A veteran’s memorial at the southwest corner of Powell River Regional Cemetery in Cranberry will be unveiled in a ceremony Sunday, October 28, beginning at 1 pm.
The project is the work of the Ladies Auxiliary of Royal Canadian Legion Branch 164 and replaces a small plaque that was placed in 1961, said Legion secretary Karen Crashley. There will be a march in with members of the Powell River Community Band, a dedication service, unveiling of the memorial and wreath laying with refreshments to follow at the Legion.
Getting to this point has taken a team of volunteers countless hours of work, according to Crashley.
“This has been a huge project,” she said.
The ladies auxiliary group, along with qathet Regional District, T&R Contracting and Stubberfield Funeral Home have all been involved, she added.
In addition to the large rock that will hold a bronze plaque, a flagpole and benches were purchased along with plants to landscape the surrounding area.
“There will be poppy flowering in the spring,” said Crashley. The monument will recognize not only those who have fought in wars, but all who have served, she added.
“We just want to really remember and take note of the veterans,” she said. “It’s not only the ones who were lost in the war, it’s anyone who has ever served.”

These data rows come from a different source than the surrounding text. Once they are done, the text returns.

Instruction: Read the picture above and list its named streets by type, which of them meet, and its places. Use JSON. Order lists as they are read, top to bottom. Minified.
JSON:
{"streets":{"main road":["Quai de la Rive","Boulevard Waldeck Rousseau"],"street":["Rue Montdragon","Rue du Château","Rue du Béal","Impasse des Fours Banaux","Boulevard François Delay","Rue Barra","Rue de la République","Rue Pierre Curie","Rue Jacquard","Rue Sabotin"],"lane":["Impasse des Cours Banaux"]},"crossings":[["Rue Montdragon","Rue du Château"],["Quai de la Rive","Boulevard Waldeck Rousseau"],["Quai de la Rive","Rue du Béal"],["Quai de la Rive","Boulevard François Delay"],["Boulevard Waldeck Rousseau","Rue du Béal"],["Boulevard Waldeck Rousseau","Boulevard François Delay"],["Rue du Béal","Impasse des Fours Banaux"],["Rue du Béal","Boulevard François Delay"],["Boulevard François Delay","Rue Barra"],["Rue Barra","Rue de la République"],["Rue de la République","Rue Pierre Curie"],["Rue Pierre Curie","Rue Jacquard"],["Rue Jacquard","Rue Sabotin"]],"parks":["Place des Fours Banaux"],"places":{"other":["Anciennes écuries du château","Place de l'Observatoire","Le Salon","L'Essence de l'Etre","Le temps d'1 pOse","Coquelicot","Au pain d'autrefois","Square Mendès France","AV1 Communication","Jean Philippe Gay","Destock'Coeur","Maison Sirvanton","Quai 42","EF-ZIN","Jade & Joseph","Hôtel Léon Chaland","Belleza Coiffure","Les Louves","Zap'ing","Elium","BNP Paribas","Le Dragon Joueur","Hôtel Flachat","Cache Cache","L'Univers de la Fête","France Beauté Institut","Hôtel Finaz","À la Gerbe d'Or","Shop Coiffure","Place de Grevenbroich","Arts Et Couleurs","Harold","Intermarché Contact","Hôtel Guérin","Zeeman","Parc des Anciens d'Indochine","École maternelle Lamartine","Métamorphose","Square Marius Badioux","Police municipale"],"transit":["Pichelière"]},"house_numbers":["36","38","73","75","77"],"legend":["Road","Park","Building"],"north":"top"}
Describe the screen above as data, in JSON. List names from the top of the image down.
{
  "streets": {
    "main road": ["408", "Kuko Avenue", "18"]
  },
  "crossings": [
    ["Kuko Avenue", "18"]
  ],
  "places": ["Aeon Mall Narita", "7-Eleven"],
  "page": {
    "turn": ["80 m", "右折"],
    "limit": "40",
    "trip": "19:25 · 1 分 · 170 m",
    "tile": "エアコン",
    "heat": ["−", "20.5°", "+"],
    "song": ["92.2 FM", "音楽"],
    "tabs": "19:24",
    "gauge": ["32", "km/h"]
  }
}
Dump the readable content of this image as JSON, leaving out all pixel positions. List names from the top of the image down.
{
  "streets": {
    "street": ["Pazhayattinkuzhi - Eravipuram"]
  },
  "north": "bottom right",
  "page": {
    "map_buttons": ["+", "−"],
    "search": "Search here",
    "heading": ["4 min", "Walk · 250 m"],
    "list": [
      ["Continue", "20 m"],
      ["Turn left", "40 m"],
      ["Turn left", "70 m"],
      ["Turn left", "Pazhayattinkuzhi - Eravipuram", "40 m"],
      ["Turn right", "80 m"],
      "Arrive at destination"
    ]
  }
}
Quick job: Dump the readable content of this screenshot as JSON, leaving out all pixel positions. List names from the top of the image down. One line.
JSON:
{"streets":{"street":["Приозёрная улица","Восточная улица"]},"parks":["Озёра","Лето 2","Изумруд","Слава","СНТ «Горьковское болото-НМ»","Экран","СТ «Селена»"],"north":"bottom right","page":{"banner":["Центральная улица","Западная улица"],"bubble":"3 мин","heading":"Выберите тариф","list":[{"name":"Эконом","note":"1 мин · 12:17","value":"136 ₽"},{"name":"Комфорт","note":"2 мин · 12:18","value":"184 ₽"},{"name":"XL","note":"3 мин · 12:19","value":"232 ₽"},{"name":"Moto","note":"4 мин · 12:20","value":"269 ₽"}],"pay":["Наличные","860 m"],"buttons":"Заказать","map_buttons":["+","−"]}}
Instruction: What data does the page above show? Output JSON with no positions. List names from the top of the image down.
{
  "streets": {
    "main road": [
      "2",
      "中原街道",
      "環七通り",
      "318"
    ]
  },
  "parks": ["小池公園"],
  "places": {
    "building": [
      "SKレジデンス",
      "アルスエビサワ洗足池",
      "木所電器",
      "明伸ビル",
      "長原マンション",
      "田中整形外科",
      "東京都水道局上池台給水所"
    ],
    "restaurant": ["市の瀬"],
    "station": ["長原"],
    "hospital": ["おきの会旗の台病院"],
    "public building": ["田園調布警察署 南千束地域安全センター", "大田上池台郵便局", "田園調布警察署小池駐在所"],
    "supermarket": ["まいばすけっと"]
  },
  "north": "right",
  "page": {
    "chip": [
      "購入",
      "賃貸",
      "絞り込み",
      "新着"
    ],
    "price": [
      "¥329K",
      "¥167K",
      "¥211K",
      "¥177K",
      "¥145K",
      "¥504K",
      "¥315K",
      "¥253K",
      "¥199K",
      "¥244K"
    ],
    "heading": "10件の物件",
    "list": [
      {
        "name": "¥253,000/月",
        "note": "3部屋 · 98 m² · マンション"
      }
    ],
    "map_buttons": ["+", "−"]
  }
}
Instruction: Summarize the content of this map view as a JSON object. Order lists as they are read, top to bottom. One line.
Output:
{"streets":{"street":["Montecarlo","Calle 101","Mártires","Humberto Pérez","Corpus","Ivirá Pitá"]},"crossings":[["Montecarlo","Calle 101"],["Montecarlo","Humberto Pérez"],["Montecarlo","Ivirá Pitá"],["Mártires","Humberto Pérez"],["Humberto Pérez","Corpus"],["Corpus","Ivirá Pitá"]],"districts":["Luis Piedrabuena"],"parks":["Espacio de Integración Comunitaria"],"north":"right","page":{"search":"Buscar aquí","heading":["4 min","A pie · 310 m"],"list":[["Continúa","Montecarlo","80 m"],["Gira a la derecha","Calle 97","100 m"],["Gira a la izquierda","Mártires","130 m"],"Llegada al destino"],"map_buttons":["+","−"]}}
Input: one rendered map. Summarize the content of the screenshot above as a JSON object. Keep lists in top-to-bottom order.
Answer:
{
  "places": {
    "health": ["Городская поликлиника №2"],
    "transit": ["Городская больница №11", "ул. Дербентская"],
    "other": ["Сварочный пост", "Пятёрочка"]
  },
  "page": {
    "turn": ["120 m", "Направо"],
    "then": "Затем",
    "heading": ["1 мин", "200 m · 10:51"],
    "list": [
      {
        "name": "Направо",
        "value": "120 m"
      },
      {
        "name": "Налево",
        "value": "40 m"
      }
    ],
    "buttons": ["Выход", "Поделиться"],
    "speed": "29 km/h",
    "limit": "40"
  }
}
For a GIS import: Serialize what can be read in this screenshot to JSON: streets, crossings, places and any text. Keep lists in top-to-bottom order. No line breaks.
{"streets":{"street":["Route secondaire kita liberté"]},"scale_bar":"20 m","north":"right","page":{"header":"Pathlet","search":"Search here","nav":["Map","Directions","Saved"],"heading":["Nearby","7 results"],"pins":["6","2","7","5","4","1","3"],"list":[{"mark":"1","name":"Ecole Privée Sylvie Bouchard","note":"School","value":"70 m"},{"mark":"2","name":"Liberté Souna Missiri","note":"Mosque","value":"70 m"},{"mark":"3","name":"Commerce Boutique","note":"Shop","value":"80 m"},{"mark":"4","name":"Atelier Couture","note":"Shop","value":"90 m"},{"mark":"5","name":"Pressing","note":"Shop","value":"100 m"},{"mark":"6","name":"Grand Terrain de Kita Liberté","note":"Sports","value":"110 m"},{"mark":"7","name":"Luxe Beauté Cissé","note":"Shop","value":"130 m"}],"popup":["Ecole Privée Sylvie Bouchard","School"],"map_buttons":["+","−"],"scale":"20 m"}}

2018 is the 100th anniversary of the armistice to end World War 1 and several events are taking place nationally to mark the momentous end of four years of fighting in 1918.
On November 11 in Powell River, bells at Church of the Assumption and Powell River United Church will ring 100 times with five second intervals starting at dusk.
Known as the Bells of Peace Initiative, events are taking place across Canada and in many places around the world on the 11th. It signifies the spontaneous tolling of church bells that shared the news throughout Europe that the war had finally come to an end.
Bells will ring at Parliament Hill in Ottawa, city halls, places of worship as well as military bases and naval ships.
“We received a letter from our dominion command saying this is what we are doing Canada wide,” said Crashley. “We’ll also be putting Canadian flags on all the graves that we know of World War 1 veterans interred at Cranberry.”
Crashley said she hopes the ringing of the bells gives people an opportunity for contemplation and to remember all those who have served and sacrificed, and that it is not a cause for any alarm.
“It should sound pretty neat,” she said. “But we don’t want people to get upset and worried because it could be ringing bells for some emergency.”